Your task =
Print, exactly as they appear in the listing below, the lines from the line with "function drawText(font, color, halo, rows, align" to the line with "if (halo) c.strokeText(text, 0, 0);", with both end lines kept.
[Opening Records provided section]
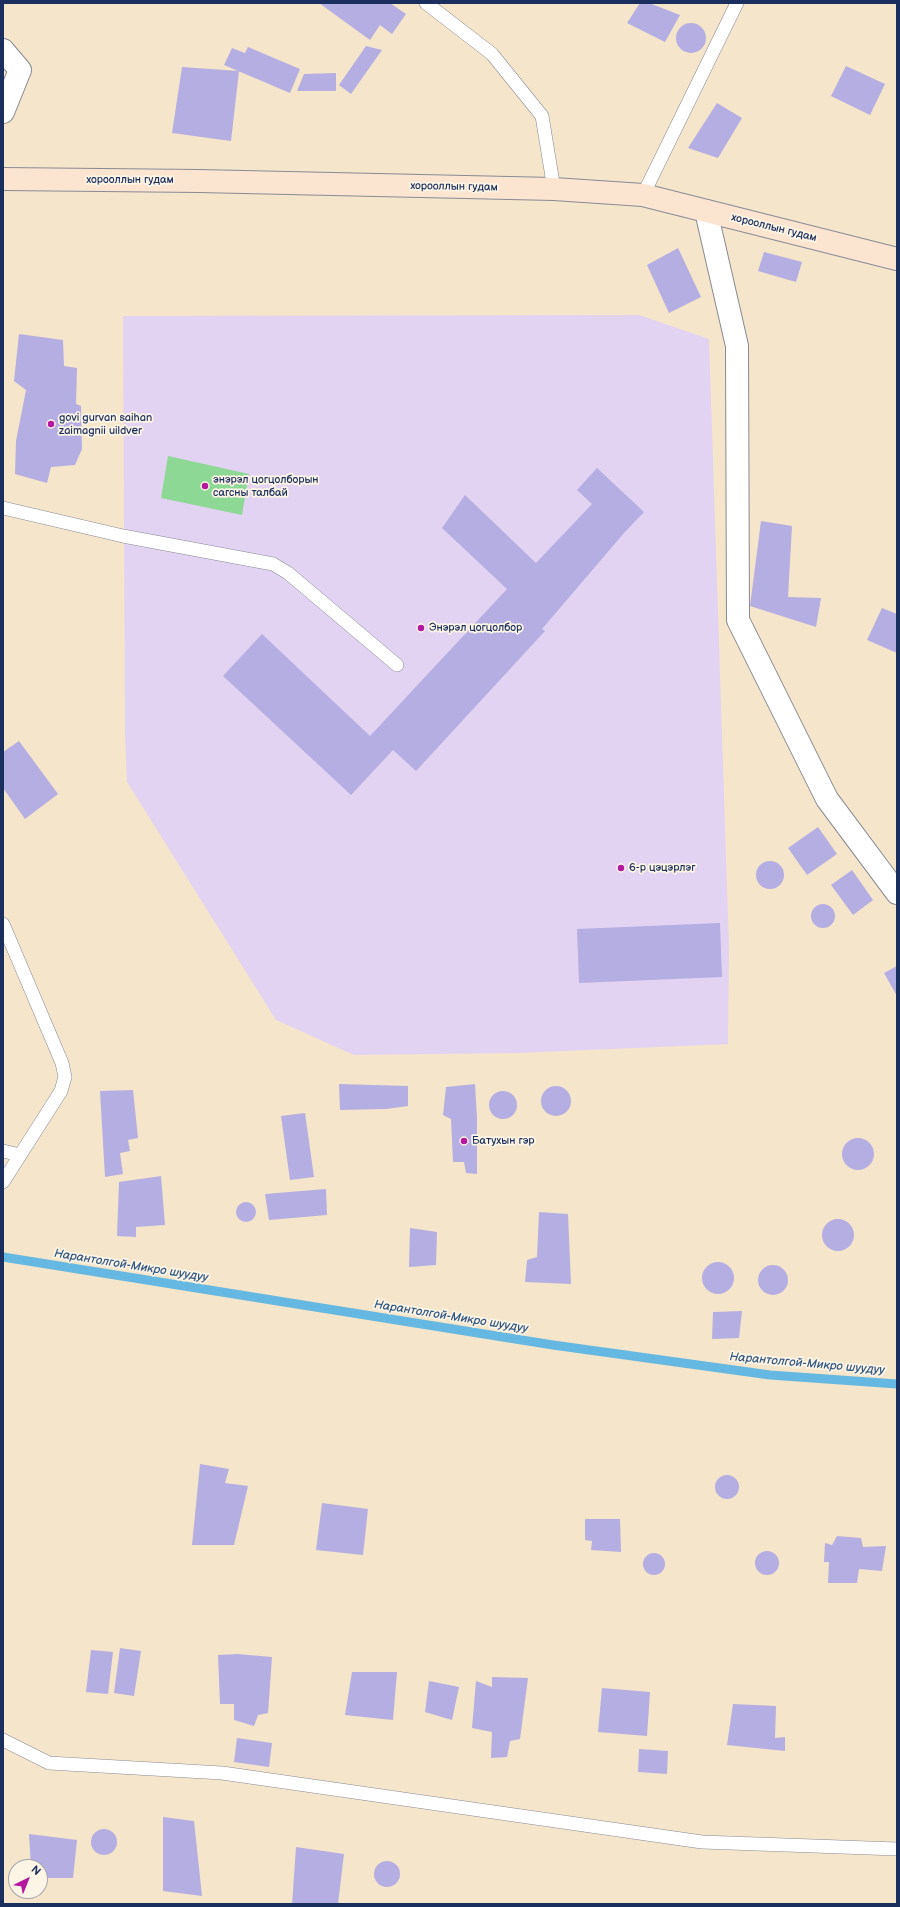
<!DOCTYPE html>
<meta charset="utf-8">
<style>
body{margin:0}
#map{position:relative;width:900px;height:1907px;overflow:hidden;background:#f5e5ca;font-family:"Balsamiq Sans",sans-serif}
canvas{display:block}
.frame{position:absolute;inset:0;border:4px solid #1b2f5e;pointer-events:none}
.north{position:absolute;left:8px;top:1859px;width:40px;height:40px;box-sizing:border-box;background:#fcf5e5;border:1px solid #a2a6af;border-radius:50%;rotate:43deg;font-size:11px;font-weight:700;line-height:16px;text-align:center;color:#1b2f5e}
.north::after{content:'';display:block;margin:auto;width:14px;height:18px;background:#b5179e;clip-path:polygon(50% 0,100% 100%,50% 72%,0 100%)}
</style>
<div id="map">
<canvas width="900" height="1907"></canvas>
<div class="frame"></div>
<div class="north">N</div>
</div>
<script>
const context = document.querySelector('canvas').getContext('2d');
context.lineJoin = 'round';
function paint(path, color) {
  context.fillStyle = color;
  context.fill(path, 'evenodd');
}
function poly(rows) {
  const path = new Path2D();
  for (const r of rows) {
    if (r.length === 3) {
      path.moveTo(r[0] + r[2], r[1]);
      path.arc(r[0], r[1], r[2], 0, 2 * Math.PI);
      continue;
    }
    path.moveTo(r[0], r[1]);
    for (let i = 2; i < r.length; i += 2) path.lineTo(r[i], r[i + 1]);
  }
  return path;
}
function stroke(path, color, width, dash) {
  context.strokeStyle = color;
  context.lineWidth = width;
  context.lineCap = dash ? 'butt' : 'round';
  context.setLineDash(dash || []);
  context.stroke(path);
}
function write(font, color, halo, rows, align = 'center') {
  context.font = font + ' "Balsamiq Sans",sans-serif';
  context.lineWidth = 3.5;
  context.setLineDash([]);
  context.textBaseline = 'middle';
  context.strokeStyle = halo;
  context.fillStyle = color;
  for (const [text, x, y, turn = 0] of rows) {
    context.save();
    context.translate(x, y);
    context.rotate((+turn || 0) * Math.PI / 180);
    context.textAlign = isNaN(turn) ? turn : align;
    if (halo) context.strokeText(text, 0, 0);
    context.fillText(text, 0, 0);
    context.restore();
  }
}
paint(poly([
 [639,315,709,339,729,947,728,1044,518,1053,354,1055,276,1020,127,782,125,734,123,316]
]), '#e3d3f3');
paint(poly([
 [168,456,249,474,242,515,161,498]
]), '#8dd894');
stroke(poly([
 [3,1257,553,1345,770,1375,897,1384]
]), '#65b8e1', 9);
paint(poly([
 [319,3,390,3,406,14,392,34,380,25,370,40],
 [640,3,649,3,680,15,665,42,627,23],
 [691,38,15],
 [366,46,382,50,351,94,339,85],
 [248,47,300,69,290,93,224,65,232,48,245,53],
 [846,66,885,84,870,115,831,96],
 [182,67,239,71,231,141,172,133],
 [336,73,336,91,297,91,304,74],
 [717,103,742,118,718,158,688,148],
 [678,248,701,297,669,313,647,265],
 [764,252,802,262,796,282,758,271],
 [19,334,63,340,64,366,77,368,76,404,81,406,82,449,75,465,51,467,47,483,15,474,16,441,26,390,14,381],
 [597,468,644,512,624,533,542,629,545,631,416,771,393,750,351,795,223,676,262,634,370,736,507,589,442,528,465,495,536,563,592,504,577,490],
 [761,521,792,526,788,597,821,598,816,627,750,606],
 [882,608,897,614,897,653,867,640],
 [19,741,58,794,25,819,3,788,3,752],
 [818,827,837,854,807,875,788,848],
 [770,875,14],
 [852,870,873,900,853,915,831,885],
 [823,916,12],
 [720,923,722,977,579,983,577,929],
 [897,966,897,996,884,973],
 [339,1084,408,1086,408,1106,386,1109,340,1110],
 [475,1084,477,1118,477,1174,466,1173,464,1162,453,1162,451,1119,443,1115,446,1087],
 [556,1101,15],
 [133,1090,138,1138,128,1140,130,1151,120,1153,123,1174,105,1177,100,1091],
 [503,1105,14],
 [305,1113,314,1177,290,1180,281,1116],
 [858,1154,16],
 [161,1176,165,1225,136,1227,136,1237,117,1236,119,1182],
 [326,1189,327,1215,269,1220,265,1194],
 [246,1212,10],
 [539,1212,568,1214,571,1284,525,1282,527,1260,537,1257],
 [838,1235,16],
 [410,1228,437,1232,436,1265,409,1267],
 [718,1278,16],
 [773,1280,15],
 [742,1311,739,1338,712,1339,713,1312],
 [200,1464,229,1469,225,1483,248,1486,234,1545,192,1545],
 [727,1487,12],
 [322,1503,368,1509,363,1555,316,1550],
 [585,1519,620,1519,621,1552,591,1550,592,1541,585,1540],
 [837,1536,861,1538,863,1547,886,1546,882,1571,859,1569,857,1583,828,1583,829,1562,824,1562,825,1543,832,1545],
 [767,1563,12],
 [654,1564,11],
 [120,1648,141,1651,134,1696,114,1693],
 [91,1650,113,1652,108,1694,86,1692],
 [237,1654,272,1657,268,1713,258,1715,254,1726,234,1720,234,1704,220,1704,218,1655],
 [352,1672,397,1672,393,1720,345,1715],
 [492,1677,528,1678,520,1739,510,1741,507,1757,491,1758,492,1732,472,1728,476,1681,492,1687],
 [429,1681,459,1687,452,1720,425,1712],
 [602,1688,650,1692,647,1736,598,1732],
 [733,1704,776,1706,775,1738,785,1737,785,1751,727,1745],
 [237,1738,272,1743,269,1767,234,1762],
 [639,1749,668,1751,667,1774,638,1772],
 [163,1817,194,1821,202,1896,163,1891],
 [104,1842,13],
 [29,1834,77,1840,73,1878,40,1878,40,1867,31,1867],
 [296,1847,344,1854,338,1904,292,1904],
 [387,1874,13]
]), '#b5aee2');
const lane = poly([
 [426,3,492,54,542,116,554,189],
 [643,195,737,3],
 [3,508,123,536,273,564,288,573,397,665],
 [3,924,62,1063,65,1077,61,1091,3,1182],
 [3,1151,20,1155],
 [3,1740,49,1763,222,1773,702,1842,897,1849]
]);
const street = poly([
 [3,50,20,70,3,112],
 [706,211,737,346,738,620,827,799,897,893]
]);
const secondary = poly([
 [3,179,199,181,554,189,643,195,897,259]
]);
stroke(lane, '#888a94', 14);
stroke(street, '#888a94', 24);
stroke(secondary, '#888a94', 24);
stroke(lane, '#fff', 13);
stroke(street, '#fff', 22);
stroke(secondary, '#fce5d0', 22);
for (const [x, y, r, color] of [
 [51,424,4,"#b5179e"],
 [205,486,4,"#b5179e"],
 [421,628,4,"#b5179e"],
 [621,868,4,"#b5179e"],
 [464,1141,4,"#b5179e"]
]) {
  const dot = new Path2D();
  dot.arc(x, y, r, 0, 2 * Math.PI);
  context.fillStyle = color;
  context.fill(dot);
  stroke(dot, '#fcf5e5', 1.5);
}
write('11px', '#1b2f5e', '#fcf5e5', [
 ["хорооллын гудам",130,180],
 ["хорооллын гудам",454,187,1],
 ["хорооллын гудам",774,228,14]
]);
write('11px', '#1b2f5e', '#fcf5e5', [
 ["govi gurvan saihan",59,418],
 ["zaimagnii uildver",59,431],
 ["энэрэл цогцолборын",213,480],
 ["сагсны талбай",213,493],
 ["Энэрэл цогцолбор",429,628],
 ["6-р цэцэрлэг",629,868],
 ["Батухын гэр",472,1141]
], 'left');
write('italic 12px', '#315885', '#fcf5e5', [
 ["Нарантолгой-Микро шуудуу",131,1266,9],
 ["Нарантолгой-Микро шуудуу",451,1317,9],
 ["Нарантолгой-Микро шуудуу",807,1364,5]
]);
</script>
[Closing Records provided section]
[Opening Records provided section]
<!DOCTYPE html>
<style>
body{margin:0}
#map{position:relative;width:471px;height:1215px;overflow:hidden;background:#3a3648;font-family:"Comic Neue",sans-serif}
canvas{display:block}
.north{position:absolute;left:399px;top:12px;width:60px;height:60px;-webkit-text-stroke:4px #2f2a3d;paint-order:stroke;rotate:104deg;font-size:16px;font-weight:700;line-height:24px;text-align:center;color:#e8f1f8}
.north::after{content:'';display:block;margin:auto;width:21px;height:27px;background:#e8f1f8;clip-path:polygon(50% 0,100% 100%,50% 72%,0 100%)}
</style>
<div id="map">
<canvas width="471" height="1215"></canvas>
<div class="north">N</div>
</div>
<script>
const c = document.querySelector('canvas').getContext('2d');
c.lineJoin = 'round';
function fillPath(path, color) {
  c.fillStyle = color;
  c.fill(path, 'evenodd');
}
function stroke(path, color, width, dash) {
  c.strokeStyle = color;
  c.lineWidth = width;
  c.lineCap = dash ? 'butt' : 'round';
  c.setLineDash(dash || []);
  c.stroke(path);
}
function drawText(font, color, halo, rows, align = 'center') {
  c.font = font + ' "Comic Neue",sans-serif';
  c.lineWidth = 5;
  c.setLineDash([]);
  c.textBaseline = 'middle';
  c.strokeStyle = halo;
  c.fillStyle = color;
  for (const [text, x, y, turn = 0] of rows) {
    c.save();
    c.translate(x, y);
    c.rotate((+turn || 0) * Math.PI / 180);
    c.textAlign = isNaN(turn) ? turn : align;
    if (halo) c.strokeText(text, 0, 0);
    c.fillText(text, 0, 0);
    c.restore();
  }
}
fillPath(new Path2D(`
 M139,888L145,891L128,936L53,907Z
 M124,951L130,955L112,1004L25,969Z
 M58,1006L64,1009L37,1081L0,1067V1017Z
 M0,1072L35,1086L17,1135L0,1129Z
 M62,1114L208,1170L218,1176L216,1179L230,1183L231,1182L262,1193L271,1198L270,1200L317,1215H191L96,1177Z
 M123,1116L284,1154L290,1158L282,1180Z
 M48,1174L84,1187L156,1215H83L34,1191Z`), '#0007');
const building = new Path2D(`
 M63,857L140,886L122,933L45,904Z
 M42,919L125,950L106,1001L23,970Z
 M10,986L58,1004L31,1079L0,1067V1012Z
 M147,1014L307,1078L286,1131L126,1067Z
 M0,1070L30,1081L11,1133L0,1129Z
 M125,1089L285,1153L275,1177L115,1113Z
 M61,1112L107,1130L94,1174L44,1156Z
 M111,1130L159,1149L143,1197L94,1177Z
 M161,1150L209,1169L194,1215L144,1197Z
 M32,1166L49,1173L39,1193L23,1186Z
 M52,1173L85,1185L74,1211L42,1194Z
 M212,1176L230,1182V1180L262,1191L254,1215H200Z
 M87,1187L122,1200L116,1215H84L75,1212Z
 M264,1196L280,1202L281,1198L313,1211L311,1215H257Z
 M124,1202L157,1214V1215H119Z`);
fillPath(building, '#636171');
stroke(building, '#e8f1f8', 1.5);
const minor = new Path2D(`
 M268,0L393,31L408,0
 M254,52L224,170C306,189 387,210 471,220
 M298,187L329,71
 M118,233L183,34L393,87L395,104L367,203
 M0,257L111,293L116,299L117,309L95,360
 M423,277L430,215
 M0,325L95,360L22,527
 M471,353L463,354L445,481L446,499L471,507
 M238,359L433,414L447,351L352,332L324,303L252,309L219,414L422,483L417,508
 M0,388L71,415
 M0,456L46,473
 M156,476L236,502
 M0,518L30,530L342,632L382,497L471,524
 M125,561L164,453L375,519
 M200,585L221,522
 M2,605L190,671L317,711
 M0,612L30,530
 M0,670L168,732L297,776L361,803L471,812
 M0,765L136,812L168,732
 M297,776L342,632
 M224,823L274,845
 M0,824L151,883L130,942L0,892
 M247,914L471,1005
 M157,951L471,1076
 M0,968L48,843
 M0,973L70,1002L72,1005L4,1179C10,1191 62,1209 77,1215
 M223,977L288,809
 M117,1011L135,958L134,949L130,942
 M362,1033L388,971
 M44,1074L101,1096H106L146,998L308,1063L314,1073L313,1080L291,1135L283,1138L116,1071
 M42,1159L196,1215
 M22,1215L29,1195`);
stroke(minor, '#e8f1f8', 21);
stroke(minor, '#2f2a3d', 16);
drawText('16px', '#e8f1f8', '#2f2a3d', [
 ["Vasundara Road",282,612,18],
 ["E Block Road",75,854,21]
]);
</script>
[Closing Records provided section]
Output of the exercise =
function drawText(font, color, halo, rows, align = 'center') {
  c.font = font + ' "Comic Neue",sans-serif';
  c.lineWidth = 5;
  c.setLineDash([]);
  c.textBaseline = 'middle';
  c.strokeStyle = halo;
  c.fillStyle = color;
  for (const [text, x, y, turn = 0] of rows) {
    c.save();
    c.translate(x, y);
    c.rotate((+turn || 0) * Math.PI / 180);
    c.textAlign = isNaN(turn) ? turn : align;
    if (halo) c.strokeText(text, 0, 0);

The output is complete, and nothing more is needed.